Records for processing START

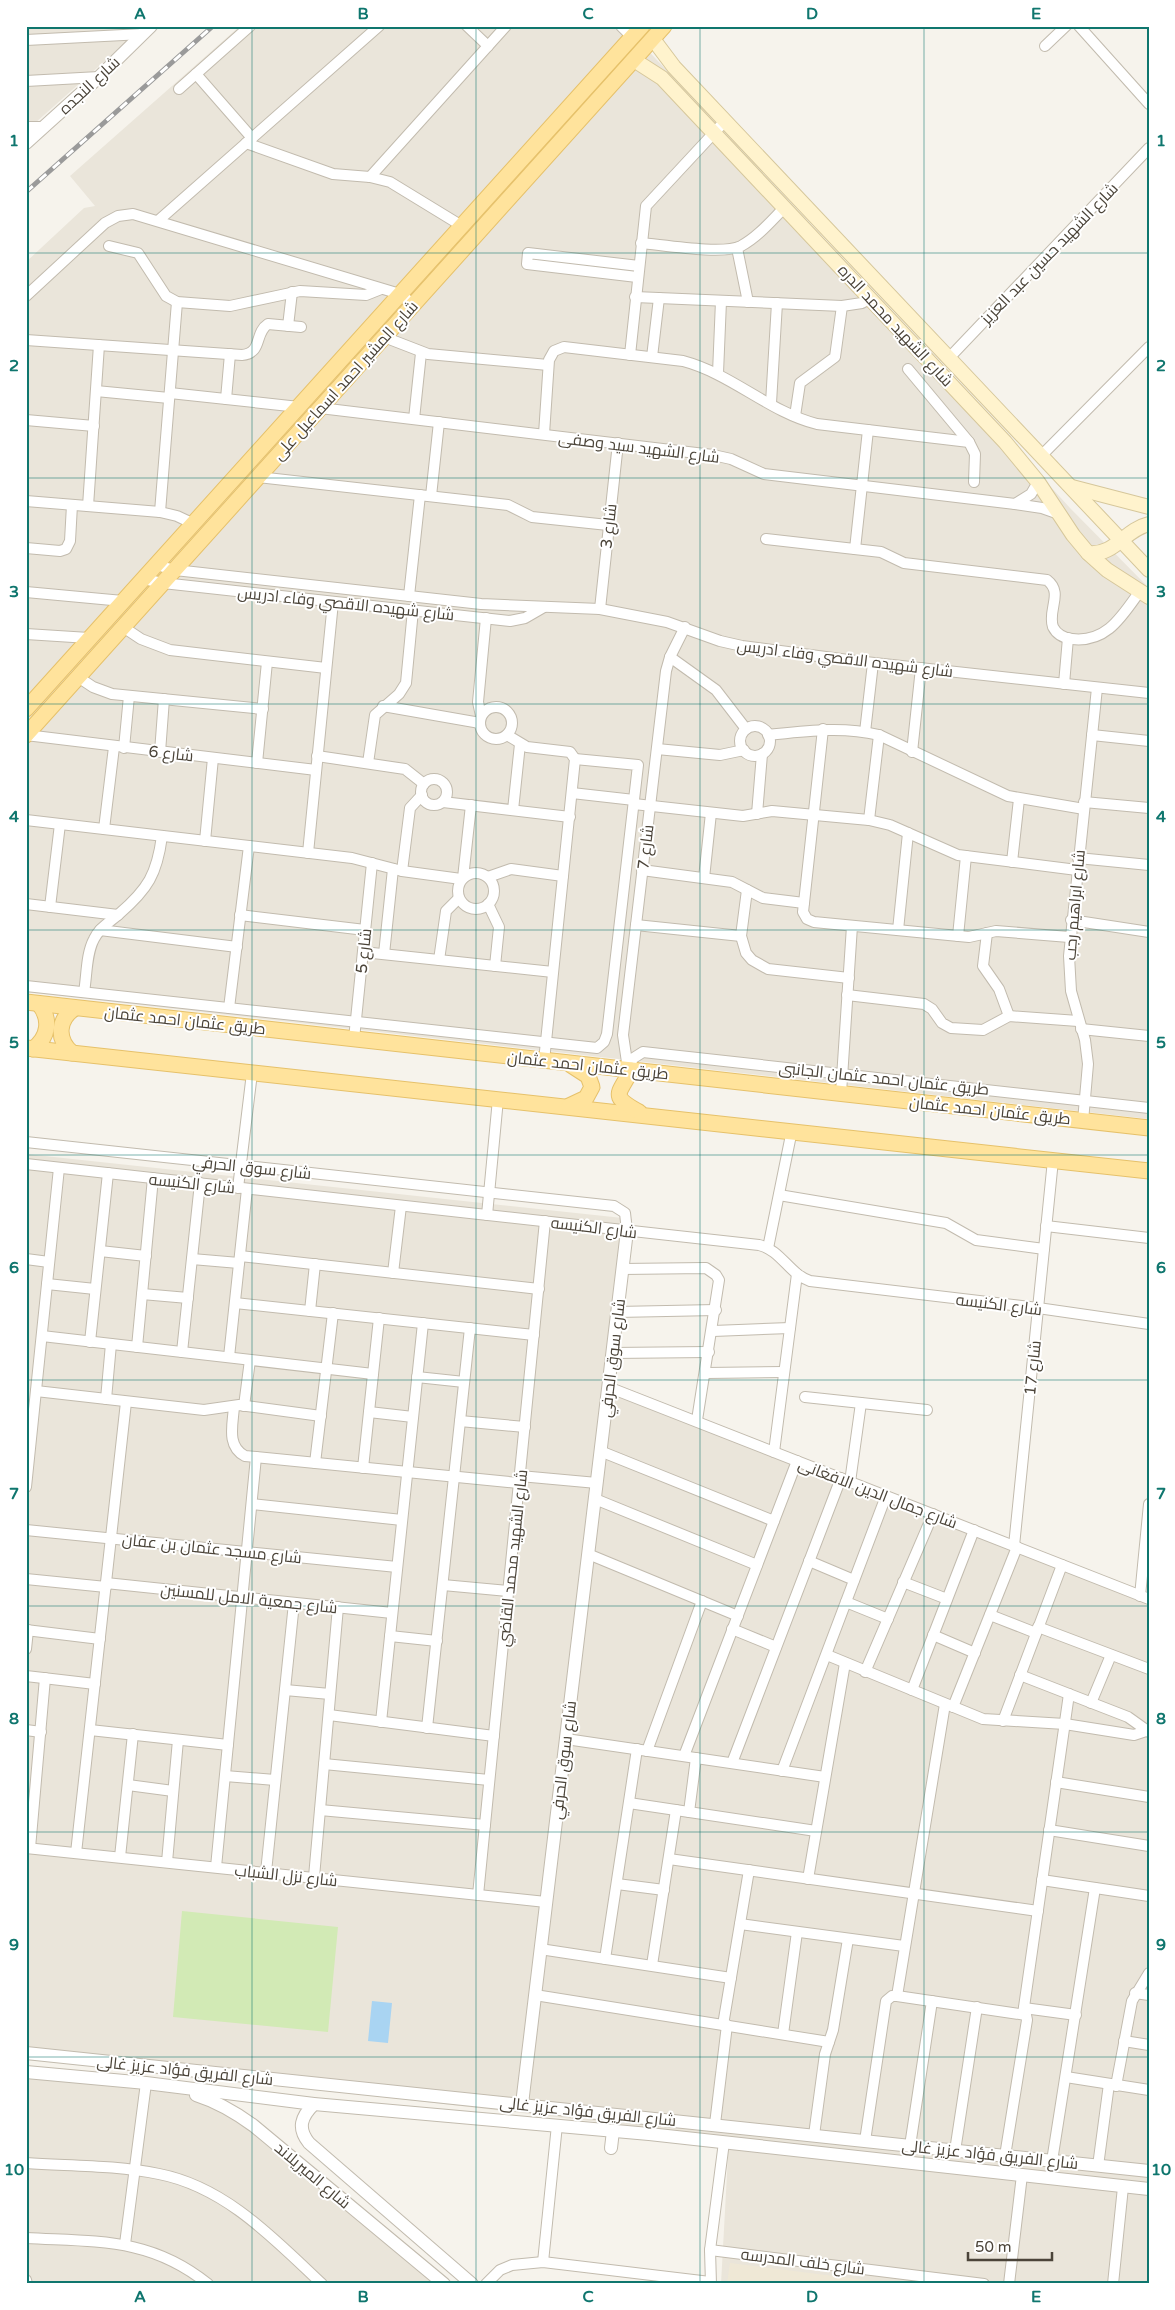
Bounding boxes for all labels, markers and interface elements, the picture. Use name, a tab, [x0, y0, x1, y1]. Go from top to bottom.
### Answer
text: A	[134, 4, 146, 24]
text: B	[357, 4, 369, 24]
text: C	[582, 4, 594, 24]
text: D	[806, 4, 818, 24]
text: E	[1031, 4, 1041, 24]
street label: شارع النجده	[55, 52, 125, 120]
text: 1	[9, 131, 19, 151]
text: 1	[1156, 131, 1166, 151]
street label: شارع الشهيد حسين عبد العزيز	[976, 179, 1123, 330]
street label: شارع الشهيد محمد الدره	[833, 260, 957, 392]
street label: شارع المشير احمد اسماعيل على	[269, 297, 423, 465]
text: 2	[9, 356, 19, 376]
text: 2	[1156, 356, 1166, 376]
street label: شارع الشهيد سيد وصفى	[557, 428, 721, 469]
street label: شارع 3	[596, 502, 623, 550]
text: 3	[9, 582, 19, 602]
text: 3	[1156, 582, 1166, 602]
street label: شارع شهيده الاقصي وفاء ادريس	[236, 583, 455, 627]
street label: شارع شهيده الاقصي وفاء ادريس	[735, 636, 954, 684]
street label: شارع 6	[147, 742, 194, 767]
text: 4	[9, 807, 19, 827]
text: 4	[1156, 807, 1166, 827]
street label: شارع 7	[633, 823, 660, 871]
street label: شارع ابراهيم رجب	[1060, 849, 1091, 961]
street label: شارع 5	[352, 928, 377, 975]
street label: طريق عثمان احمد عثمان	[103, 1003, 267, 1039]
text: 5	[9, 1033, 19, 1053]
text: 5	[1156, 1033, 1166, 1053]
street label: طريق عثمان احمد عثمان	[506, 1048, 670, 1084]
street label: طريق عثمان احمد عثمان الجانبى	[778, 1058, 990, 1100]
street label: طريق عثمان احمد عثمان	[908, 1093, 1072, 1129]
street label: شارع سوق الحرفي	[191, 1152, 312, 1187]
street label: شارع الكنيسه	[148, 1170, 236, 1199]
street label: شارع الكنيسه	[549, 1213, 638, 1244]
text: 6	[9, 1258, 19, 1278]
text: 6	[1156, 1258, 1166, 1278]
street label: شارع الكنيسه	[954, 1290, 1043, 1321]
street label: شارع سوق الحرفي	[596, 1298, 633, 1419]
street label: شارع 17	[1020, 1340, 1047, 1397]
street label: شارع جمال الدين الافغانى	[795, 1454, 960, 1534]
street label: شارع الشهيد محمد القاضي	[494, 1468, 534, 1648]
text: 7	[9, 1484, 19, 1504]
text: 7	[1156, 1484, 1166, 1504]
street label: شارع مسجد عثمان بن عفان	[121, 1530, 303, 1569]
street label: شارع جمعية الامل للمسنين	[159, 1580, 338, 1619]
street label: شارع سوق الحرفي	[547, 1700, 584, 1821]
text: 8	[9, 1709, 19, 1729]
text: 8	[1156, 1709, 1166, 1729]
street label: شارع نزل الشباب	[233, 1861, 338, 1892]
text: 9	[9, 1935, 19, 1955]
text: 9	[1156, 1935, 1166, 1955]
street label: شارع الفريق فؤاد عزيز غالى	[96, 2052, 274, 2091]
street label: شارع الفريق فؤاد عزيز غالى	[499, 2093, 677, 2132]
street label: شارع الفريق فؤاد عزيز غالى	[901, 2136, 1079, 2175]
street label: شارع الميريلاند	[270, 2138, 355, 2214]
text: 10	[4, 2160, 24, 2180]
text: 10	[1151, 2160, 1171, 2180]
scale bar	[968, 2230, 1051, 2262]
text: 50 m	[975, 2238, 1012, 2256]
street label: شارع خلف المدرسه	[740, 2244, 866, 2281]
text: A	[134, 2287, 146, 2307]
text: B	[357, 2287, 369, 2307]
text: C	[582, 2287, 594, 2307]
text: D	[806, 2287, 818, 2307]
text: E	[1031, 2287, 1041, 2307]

Records for processing END
Records for processing START

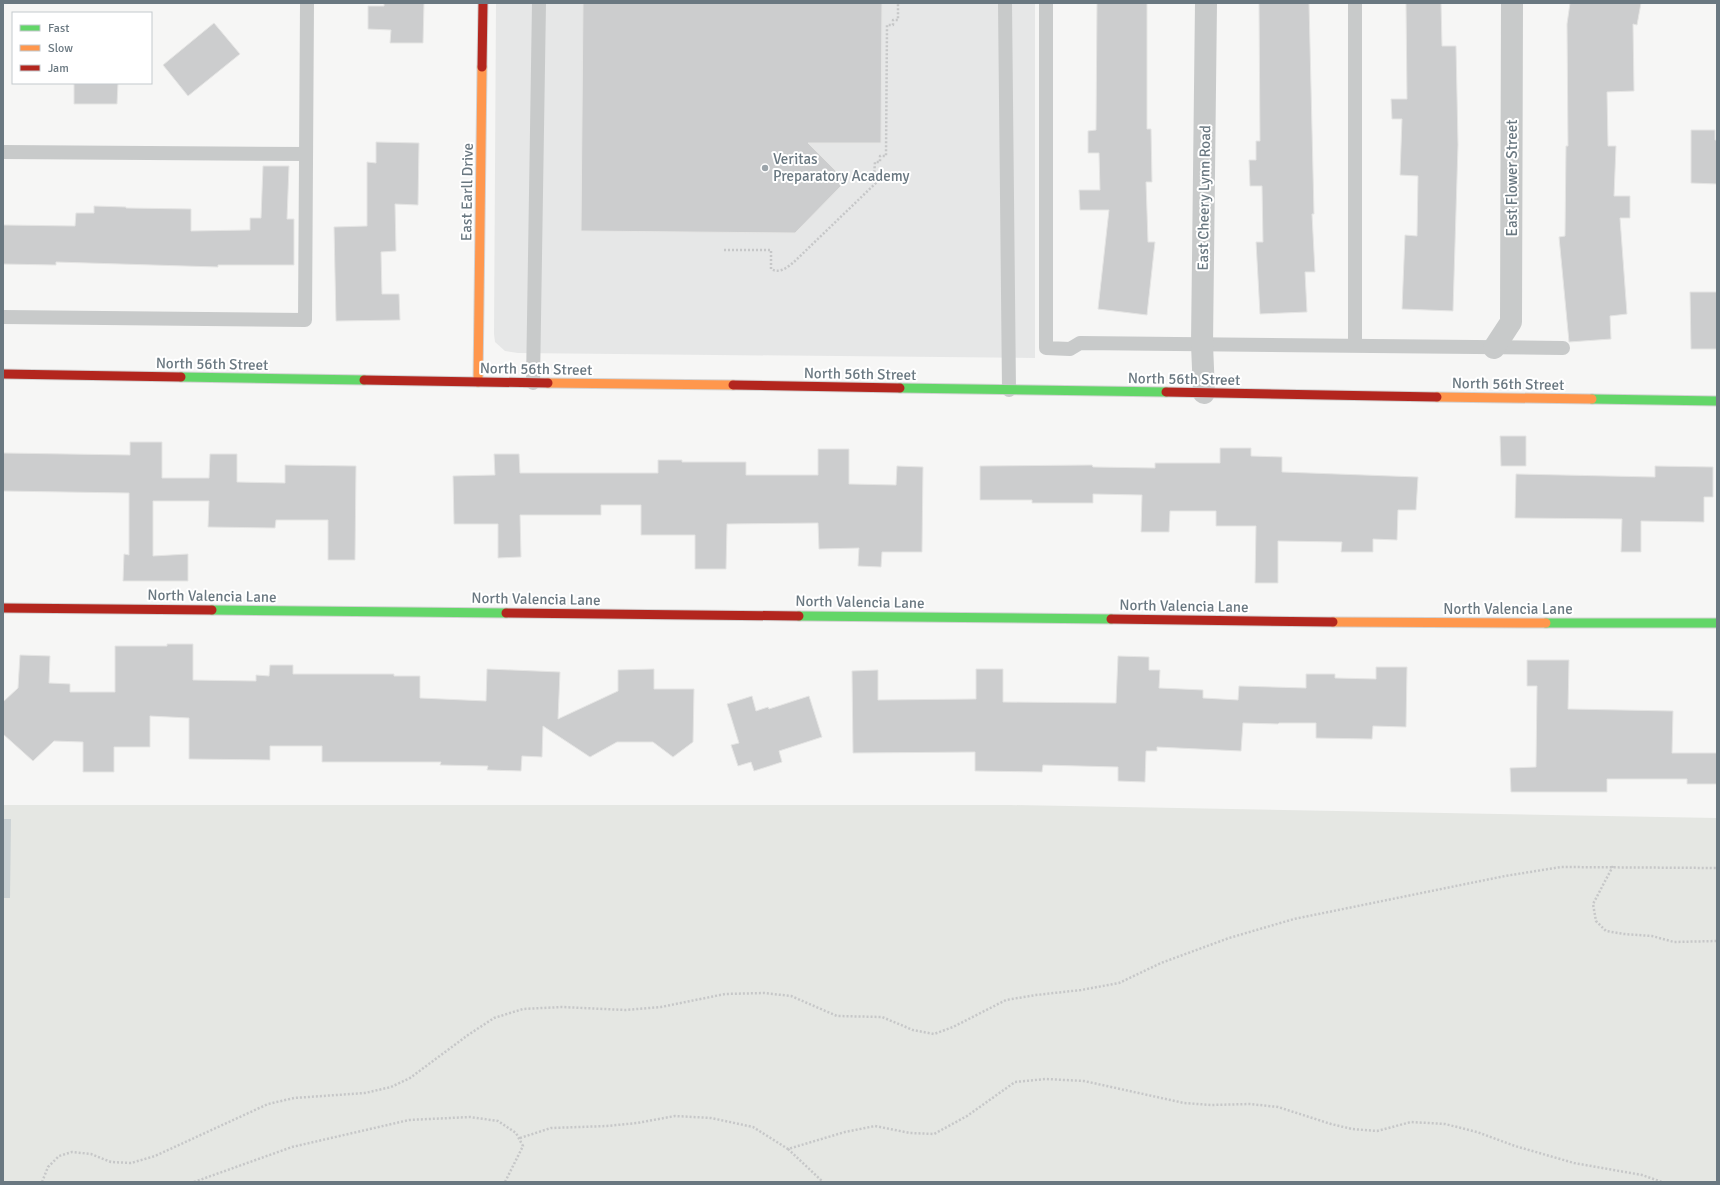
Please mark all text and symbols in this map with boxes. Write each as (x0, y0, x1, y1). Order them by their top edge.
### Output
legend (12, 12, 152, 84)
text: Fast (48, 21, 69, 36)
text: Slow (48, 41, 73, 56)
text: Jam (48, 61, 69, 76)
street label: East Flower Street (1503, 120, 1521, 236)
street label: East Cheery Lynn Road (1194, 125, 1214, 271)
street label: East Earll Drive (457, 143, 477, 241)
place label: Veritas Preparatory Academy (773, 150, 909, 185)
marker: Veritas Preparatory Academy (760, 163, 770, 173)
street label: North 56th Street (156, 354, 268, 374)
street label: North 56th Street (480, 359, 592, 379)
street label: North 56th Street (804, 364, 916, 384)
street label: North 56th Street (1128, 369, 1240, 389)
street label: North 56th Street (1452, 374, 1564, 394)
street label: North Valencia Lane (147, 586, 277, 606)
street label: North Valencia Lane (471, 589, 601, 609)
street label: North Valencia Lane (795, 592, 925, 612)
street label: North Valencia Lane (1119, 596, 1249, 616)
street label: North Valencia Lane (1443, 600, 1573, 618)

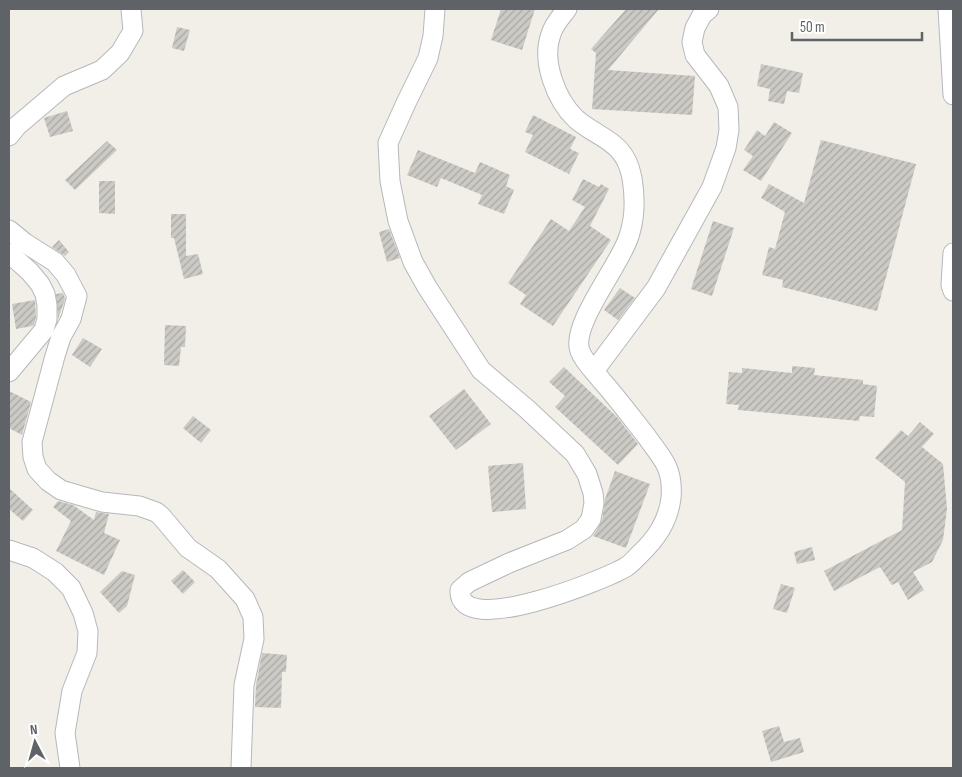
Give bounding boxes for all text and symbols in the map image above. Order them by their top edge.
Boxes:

Records for processing END

* _Task instructions_: Check each line of the records above, and copy those that hold the word "them".

* _Exercise solution_:
Please mark all text and symbols in this map with boxes. Write each as (x0, y0, x1, y1). Order them by their top edge.
Give bounding boxes for all text and symbols in the map image above. Order them by their top edge.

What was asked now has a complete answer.